### [EXERCISE DIRECTIONS]
Identify every line in the records below that contains the word "their", and reproduce each one.

### [RECORDS FOR PROCESSING]
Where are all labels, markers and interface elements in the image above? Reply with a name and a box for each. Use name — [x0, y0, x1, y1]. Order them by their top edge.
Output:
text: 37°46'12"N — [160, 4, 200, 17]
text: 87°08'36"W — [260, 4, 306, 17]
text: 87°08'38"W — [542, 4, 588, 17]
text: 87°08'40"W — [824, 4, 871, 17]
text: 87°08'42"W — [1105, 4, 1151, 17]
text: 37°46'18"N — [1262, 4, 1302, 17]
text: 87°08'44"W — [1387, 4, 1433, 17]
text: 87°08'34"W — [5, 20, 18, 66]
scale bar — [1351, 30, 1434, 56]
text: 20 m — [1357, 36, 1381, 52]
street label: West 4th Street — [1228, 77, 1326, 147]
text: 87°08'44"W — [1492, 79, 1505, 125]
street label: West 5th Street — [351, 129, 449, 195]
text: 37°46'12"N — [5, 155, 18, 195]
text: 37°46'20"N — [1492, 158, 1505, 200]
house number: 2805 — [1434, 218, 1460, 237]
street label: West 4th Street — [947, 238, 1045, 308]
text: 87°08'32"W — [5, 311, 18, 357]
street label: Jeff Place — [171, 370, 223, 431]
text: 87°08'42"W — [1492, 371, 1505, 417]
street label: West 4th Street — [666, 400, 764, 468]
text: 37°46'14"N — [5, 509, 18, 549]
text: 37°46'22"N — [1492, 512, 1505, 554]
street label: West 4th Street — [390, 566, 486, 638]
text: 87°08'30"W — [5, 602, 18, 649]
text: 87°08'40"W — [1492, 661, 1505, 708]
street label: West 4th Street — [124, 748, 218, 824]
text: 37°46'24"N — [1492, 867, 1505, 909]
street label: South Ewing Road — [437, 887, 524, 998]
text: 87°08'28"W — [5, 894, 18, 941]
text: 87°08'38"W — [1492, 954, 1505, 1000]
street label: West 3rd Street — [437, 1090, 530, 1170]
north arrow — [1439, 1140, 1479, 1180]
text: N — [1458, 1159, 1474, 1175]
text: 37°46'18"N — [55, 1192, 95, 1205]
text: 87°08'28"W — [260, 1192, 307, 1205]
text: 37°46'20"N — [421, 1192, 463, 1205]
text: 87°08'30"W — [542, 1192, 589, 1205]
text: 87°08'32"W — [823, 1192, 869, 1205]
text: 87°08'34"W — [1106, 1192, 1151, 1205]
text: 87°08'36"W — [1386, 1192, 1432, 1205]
==
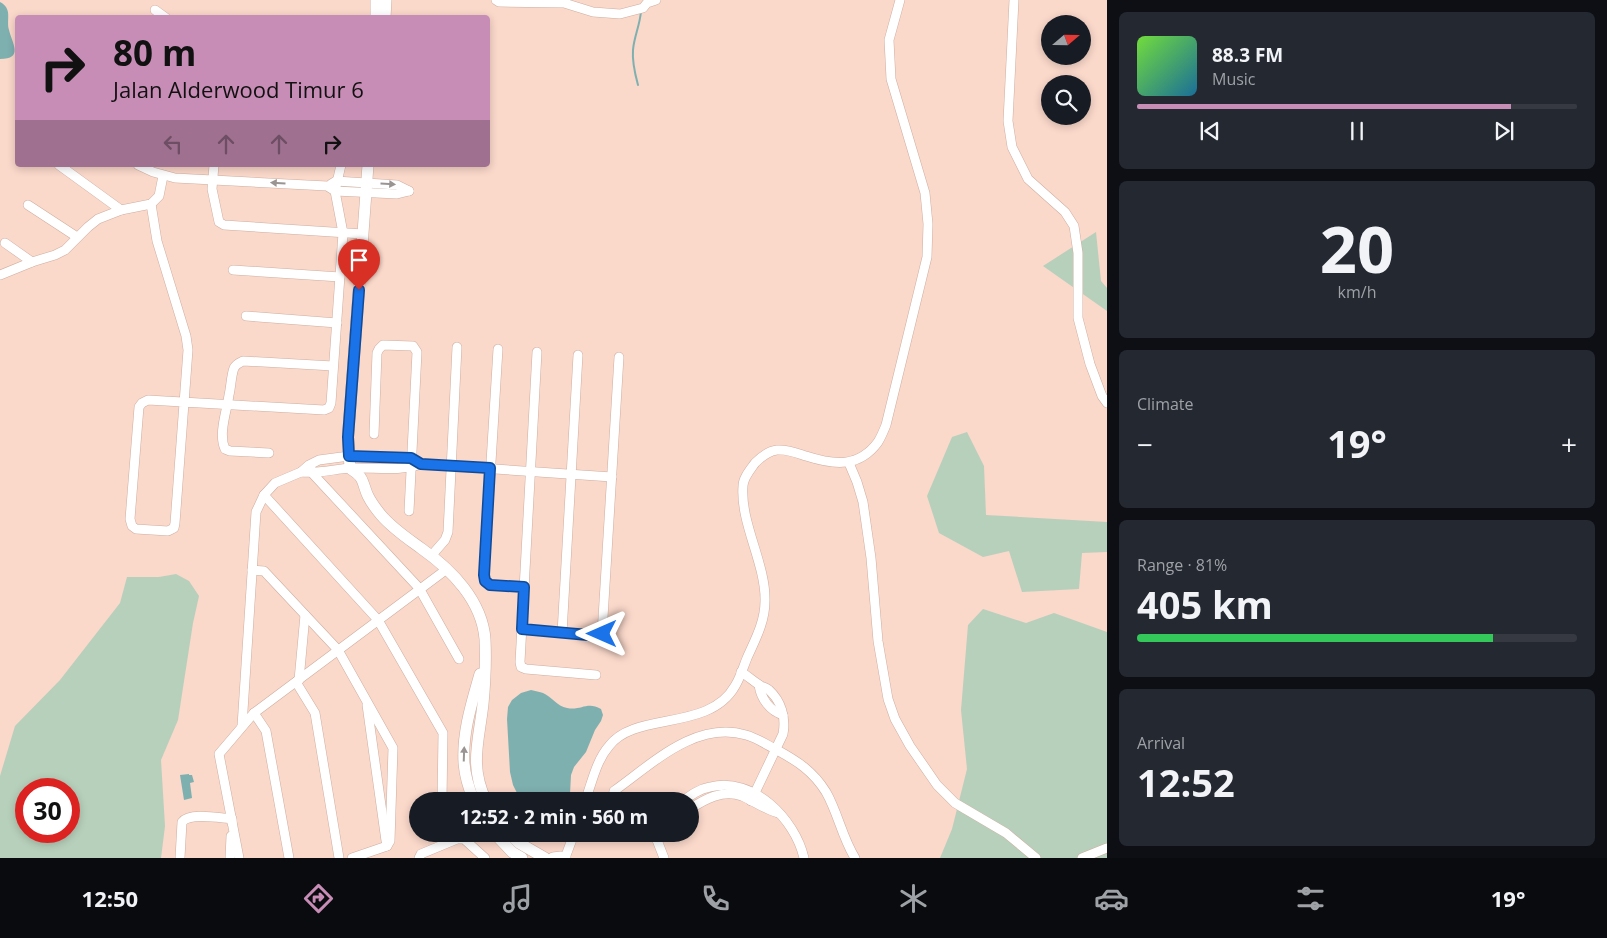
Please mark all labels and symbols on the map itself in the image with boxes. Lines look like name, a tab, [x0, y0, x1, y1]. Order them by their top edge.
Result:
--
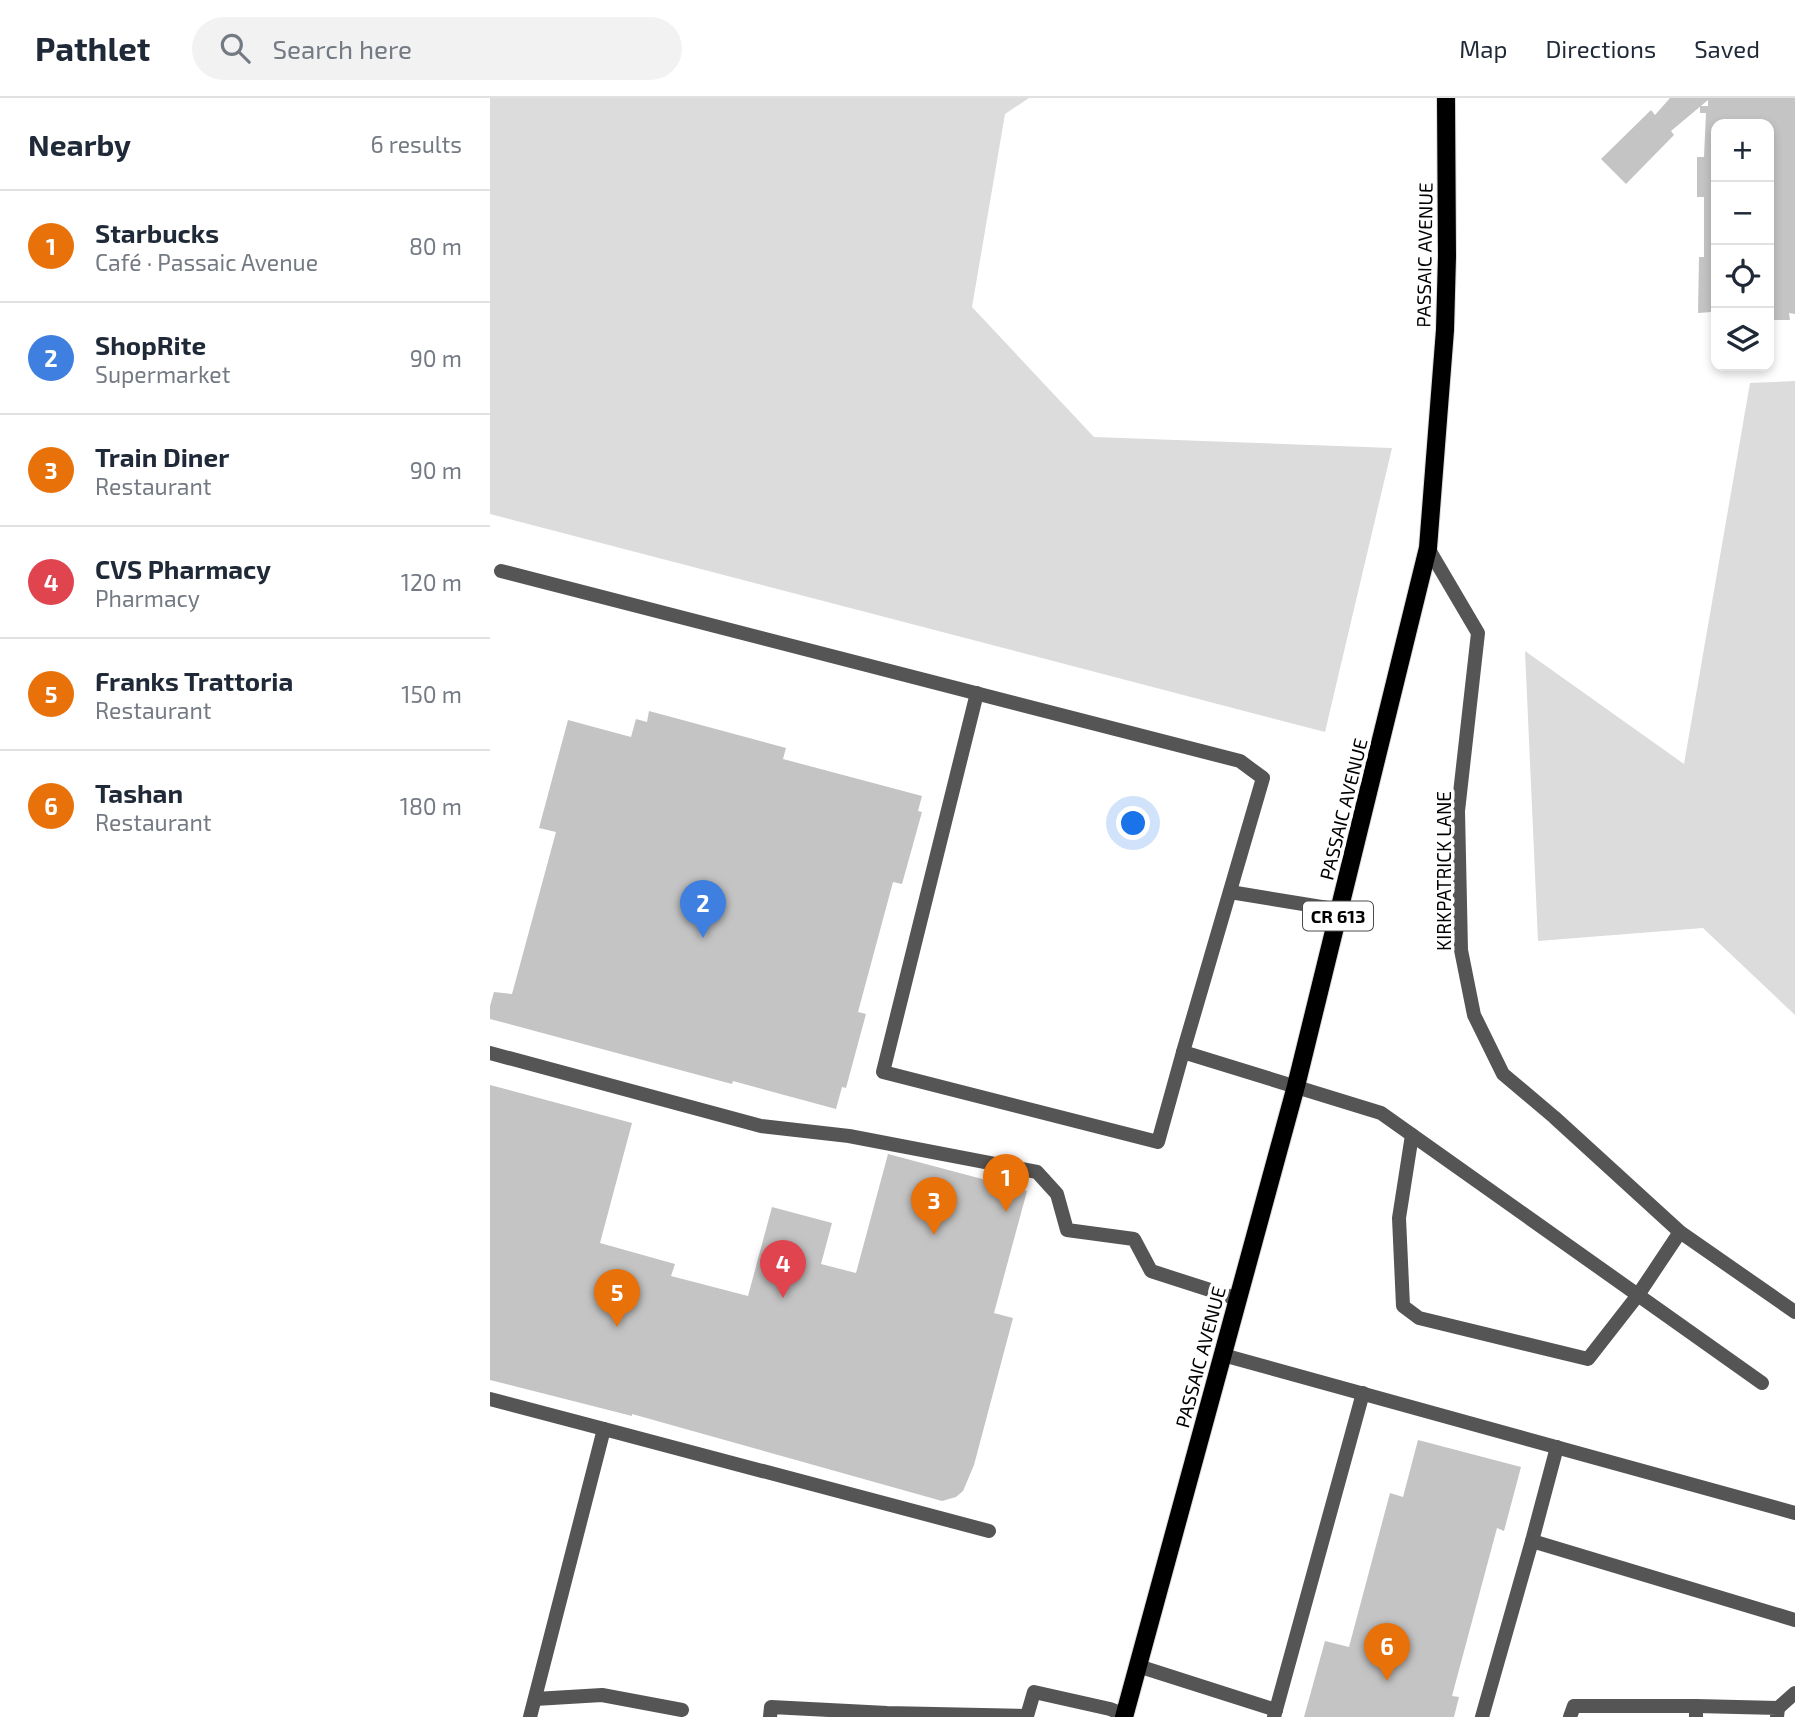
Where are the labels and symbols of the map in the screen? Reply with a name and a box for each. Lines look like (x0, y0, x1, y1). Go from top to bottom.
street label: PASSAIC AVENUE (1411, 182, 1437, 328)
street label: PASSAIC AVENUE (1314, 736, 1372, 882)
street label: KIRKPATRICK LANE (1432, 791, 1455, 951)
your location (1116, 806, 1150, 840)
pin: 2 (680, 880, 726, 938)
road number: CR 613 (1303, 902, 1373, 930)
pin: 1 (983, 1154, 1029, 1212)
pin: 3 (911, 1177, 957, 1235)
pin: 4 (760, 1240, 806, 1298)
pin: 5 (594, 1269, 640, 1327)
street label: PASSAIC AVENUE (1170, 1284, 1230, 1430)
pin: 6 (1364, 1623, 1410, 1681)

### [SOLUTION BELOW]
Where are all labels, markers and interface elements in the image above? Reply with a name and a box for each. Use name — [x0, y0, x1, y1]. Order them by their top edge.
Please mark all labels and symbols on the map itself in the image with boxes. Lines look like name, a tab, [x0, y0, x1, y1]. Order them by their top edge.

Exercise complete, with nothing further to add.